Start of RECORDED DATA

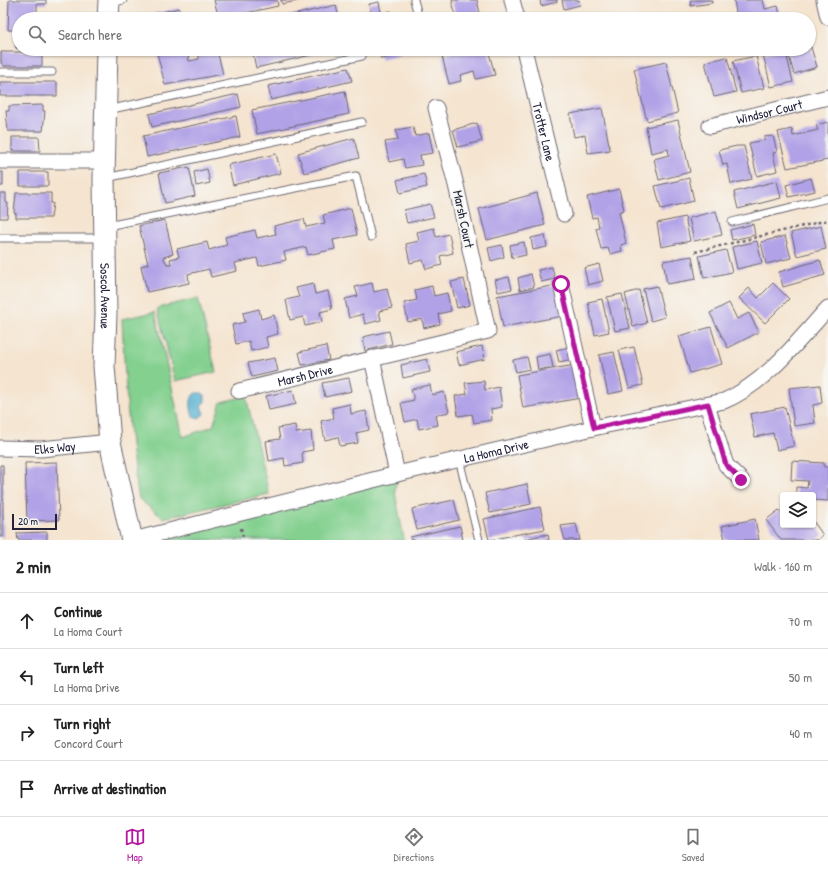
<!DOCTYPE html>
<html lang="en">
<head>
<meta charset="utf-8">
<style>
  :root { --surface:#fff; --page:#f2f2f2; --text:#222; --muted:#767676; --line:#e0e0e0; --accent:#b5179e }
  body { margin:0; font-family:"Patrick Hand",sans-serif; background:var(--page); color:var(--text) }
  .controls { position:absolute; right:12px; bottom:12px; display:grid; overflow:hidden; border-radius:4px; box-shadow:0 1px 3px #0004 }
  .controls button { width:36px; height:36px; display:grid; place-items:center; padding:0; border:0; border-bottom:1px solid var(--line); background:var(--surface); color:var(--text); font:20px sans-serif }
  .scale { position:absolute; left:12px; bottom:10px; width:45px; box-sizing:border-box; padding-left:4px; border:2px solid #22223b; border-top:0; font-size:11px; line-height:14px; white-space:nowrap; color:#22223b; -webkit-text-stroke:3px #f6f6f2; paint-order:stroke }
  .stop { position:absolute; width:12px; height:12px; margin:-9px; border:3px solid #b5179e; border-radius:50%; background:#fff }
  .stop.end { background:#b5179e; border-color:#fff; box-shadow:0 1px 4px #0008 }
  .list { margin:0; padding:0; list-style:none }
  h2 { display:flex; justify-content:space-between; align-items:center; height:52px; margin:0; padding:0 16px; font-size:17px }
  h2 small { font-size:13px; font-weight:400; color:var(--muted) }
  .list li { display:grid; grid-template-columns:26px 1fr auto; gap:12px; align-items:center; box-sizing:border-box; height:56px; padding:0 16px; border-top:1px solid var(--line) }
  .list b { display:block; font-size:15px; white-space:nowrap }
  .list p { margin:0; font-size:13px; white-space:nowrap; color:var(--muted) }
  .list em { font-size:13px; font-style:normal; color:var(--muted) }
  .icon { flex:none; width:22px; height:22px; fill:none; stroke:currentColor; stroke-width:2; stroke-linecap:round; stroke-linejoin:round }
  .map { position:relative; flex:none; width:828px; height:540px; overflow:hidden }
  .search { position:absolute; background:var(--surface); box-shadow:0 1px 3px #0004; left:12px; right:12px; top:12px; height:44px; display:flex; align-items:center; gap:10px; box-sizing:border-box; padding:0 14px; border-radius:22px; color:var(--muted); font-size:15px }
  .sheet { height:276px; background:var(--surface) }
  nav { display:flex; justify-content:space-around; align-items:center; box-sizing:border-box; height:56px; border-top:1px solid var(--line); background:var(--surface); font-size:11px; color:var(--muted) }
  nav a { display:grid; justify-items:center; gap:2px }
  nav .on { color:var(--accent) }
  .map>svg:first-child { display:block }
</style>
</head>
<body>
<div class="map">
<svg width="828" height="540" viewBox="0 0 828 540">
  <rect width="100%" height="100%" fill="#f6f6f2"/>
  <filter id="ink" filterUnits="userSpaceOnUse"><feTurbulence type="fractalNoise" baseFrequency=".025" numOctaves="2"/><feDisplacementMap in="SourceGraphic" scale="8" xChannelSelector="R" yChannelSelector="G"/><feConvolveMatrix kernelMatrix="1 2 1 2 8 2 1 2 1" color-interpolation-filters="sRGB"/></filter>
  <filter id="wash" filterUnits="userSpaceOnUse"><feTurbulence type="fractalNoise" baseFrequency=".012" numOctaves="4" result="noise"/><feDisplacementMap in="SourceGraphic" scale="16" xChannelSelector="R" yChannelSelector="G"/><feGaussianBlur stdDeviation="0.9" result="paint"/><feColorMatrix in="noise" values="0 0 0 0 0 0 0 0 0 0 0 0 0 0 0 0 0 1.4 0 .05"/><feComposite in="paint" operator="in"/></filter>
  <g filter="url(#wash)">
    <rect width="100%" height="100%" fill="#f5e4cf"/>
    <!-- green -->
    <path fill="#83d08f" stroke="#527965" d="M198,298L216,372L175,381L157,308Z
      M155,312L183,437L213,426L221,402L246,396L269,494L163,518L139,499C128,438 125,381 122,319Z
      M397,474L395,492L404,540H157Z"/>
    <!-- water -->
    <path fill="#52b0d0" stroke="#3a6986" d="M195,393H202L205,395V402L201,405L204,414L199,418L193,416C190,409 189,398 195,393Z"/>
    <g id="blocks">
      <!-- building -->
      <path fill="#b1a1e7" d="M9,0H46V4H37V19H19V48H16L17,30H8Z
        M214,0H277L278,6L219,19Z
        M281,0H298V1L282,4Z
        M452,0H477L481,18L456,19Z
        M540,0H557V2L541,6Z
        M562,0H579L580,5L564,9Z
        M690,0H712V3L691,6Z
        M734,0H763L765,9L778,6L781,19H737Z
        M379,2L381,13L391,11L393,19H372L369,4Z
        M336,5L339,19H279V18Z
        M179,8L181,19H141L140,17Z
        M809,41L817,67L794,74L787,49H809Z
        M156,49H194L187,51L189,61L199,59V54L217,50L223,74L165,85Z
        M234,49H253V50L235,54Z
        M275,49H332V50L256,68L253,54Z
        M379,49H400L401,54L381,59Z
        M471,49H488L495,75L476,79L474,71L460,75L461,81L449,84L442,56Z
        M785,49L793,82L771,87L763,54Z
        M1,52H42V66H4L1,63Z
        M756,56L764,88L741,93L733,61Z
        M727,57L736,92L714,97L705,62Z
        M666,62L678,113L647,121L634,69Z
        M348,68L352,81L271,100L268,86Z
        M0,82H57V96H0Z
        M345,91L349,114L257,134L252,110Z
        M238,94L241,107L152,127L149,114Z
        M43,105V111H45L43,131H8L6,111H9V106Z
        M602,108L610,150L588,153L585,135L574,137L570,114Z
        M236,116L240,137L147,157L143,136Z
        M678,120L690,172L659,180L654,159L669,155L668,149L651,153L646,127Z
        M828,122V160L787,168L778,132L792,129L793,136L818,130L816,125Z
        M477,123L482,141L458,147L453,130Z
        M413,127L415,136L429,133L433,153L420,155L422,165L405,168L403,159L389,162L385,142L398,140L396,130Z
        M773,136L777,152L773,153L777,171L757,176L749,143L765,140L764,137Z
        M12,137H39L40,151H12Z
        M354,138L359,158L304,173L298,153Z
        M737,146H744L752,179L731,184L727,164L723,165L719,150Z
        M276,154L281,173L233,185L228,165Z
        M189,167L195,196L165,203L159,173Z
        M207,169L210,183L196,186L194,172Z
        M0,172H3V186H0Z
        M20,172H48V186H20Z
        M424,174L427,187L400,193L397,180Z
        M689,178L694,201L661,209L655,186Z
        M811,178L815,191L789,197L786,185Z
        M777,181L781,198L738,209L734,192Z
        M619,189L624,210L619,212L626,243L621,245L622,251L610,254L608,248L601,249L596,228L599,227L597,217L592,218L587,197Z
        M0,193H6V203H8L7,218H0Z
        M16,193H51V203H53L51,218H16V213H14Z
        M537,193L545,225L487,240L479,209Z
        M430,204L434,217L407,223L404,210Z
        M351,208L357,235L333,240L335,249L308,255L306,247L284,252L286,260L259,266L257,258L235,263L237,271L211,277L209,269L188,274L189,283L147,292L141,266L148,264L139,226L165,220L173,254L163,257L167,264H171L170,259L179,257L177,249L207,242L209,250L227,245L225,237L255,230L257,238L276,234L274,226L304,219L306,227L325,223L323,215Z
        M716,211L722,235L694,241L689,218Z
        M685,217L690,241L661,247L657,223Z
        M753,224L755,235L732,240L730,230Z
        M821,226L826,249L797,256L791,233Z
        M434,228L436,237L449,234L453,253L440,256L442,265L426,269L423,260L410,263L406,244L419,241L417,232Z
        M545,235L547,247L533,250L531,238Z
        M785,236L791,258L766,264L761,242Z
        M757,241L762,263L737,269L732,247Z
        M524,242L526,255L512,258L510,245Z
        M502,245L504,257L491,261L488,248Z
        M726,250L732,272L704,278L699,256Z
        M692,256L696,279L667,284L663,261Z
        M820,260L825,275L783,287L779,272Z
        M599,264L603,281L588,285L584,268Z
        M552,267L555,279L541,282L538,270Z
        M531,274L534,287L520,290L518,278Z
        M509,277L512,289L498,292L495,280Z
        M464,279L470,305L457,308L451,282Z
        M372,283L374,292L387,289L392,308L379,311L381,320L365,324L363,314L349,318L345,299L358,296L355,287Z
        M773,283L789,299L765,323L739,298L749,288L758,298Z
        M313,284L315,294L328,291L332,309L320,312L322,322L305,326L303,317L290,320L286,300L299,297L296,288Z
        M557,285L563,316L503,327L497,296Z
        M432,286L434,296L447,293L451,311L438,314L440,324L424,328L422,319L408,322L404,303L417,300L415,290Z
        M657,286L665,317L651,321L643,289Z
        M639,290L647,323L633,327L625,294Z
        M622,294L630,328L615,331L607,297Z
        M602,299L609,332L595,335L588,302Z
        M729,303L737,319L749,313L759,332L728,348L710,313Z
        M259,309L261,319L274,315L278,334L266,337L268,347L251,351L249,341L236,344L232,325L245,322L243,313Z
        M711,327L722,364L690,373L679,336Z
        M389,331L392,344L365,351L363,337Z
        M326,346L329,360L302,365L299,352Z
        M482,346L485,359L459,365L456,352Z
        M570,347L573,359L559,362L556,350Z
        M634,347L643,385L629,388L619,350Z
        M614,352L623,391L608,394L599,355Z
        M550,354L553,367L538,370L536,357Z
        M527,357L530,369L516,372L513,360Z
        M275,358L278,371L252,377L248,363Z
        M427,359L430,372L403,378L401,365Z
        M575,365L581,398L523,408L517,375Z
        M349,378L352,391L325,397L322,383Z
        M484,381L485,390L499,387L502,407L491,409L492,420L474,423L472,414L458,416L455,396L467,394L465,383Z
        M430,385L432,395L444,392L449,412L436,415L438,425L419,429L417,419L405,422L401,403L414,400L411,389Z
        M820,385L822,403L813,405L815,423L794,426L789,388Z
        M293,390L296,404L269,410L266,396Z
        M350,404L351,414L366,411L369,430L356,433L358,443L340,446L338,437L325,440L321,421L334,418L332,408Z
        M785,407L794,446L777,450L773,433L755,437L750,414Z
        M295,425L296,433L311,431L313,450L302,452L303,463L285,466L284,458L269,461L266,441L280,439L278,428Z
        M792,461L824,463V467H828V501L813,500V495H796V487L807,488L808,481L791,480Z
        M57,462L59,520L27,521L25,463Z
        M0,465H3V537H0Z
        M527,484L531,504L490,513L485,493Z
        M454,500L459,520L417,530L412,509Z
        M540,507L545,529L489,540L484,519Z
        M779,510L783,516V525H813V521L823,535L817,540H781L766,520Z
        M755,519L759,540H725L722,526Z
        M576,524L580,540H565L561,526Z
        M460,526L463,540H411L410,537Z
        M47,532V540H18L17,533Z
        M548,534L549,540H525V539Z"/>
    </g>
  </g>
  <g filter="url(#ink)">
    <use href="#blocks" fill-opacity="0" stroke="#6c666f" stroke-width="1"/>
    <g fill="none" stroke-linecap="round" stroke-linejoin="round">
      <!-- service casing -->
      <g stroke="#6c666f" stroke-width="9">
        <path id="service" d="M414,0L419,19
          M111,3L123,0
          M0,72H52
          M107,110L362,56
          M106,178L362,122
          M732,222L828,198
          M107,226L356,176L371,237
          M0,238H102
          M459,459L479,540"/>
      </g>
      <!-- minor casing -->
      <g stroke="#6c666f" stroke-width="17">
        <g id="minor">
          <path d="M512,0L517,19"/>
          <path d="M824,0L828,17"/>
          <path id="s1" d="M524,49L564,214"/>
          <path id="s2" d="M710,126L828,97"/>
          <path d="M0,161H105"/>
          <path d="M561,284L593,428"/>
          <path d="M372,358L397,474"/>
          <path id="s3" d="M239,391L488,331L456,185L436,108"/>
          <path d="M707,405L726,465L741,480"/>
          <path id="s4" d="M0,448L41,449L110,442"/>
          <path id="s5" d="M133,540L397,474L593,428L724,401C767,382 797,342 828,308"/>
        </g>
      </g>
      <!-- secondary casing -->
      <g stroke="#6c666f" stroke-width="23">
        <g id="secondary">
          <path d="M108,19L109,0"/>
          <path id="s6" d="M107,49L104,179L106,314L104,366L110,442L132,540"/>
        </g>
      </g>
      <!-- path -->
      <path stroke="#6c666f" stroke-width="2.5" stroke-dasharray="3 3" stroke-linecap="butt" d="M695,252L828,220
        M241,528L243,537"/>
      <!-- service -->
      <use href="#service" stroke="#fff" stroke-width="7"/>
      <!-- minor -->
      <use href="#minor" stroke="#fff" stroke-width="15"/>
      <!-- secondary -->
      <use href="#secondary" stroke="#fff" stroke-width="21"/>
    </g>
  </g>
  <g fill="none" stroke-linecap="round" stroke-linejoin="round" filter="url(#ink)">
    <!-- route -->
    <path stroke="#b5179e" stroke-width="5" d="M561,284L594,428L708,404L726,465L741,480"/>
  </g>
  <g text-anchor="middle" stroke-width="4" stroke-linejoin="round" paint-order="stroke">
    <!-- street labels -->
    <g font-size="13" fill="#22223b" stroke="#f6f6f2">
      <text dy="5" stroke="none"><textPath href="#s2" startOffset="61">Windsor Court</textPath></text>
      <text dy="5" stroke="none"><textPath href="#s1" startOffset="85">Trotter Lane</textPath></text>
      <text transform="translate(464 219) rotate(78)" y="5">Marsh Court</text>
      <text dy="5" stroke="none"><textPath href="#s6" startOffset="247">Soscol Avenue</textPath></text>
      <text dy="5" stroke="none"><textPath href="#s3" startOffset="68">Marsh Drive</textPath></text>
      <text dy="5" stroke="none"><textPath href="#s4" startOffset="55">Elks Way</textPath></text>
      <text dy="5" stroke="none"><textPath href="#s5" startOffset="374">La Homa Drive</textPath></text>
    </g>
  </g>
</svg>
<div class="controls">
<button><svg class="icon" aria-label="layers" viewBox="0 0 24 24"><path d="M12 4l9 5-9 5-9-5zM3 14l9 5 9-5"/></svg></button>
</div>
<div class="scale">20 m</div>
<div class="stop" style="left:561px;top:284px"></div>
<div class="stop end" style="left:741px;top:480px"></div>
<div class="search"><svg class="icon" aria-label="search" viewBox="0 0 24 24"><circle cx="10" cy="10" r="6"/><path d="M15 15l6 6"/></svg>Search here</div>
</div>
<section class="sheet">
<h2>2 min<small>Walk · 160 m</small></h2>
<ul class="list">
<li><svg class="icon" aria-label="ahead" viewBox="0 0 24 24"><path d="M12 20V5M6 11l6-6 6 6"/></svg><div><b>Continue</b><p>La Homa Court</p></div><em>70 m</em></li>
<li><svg class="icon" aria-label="left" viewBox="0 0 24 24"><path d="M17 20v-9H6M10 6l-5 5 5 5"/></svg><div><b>Turn left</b><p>La Homa Drive</p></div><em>50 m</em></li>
<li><svg class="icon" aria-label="right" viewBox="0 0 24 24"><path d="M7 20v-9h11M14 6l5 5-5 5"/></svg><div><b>Turn right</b><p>Concord Court</p></div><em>40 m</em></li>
<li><svg class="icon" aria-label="arrive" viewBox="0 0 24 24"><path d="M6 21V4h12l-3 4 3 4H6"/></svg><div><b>Arrive at destination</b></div></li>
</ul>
</section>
<nav>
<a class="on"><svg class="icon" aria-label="map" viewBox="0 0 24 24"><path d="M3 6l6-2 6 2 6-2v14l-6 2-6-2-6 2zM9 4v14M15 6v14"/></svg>Map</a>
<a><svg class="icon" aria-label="directions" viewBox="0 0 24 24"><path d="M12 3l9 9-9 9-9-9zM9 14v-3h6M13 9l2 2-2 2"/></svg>Directions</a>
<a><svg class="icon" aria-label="saved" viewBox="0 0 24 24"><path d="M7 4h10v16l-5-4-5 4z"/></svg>Saved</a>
</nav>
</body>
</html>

End of RECORDED DATA

### PROBLEM TO WORK ON
Make an exact copy of the records from their first line through the line containing "width:36px; height:36px; display:grid;", both ends included, with the pictures omitted.

### WRITTEN RESPONSE
<!DOCTYPE html>
<html lang="en">
<head>
<meta charset="utf-8">
<style>
  :root { --surface:#fff; --page:#f2f2f2; --text:#222; --muted:#767676; --line:#e0e0e0; --accent:#b5179e }
  body { margin:0; font-family:"Patrick Hand",sans-serif; background:var(--page); color:var(--text) }
  .controls { position:absolute; right:12px; bottom:12px; display:grid; overflow:hidden; border-radius:4px; box-shadow:0 1px 3px #0004 }
  .controls button { width:36px; height:36px; display:grid; place-items:center; padding:0; border:0; border-bottom:1px solid var(--line); background:var(--surface); color:var(--text); font:20px sans-serif }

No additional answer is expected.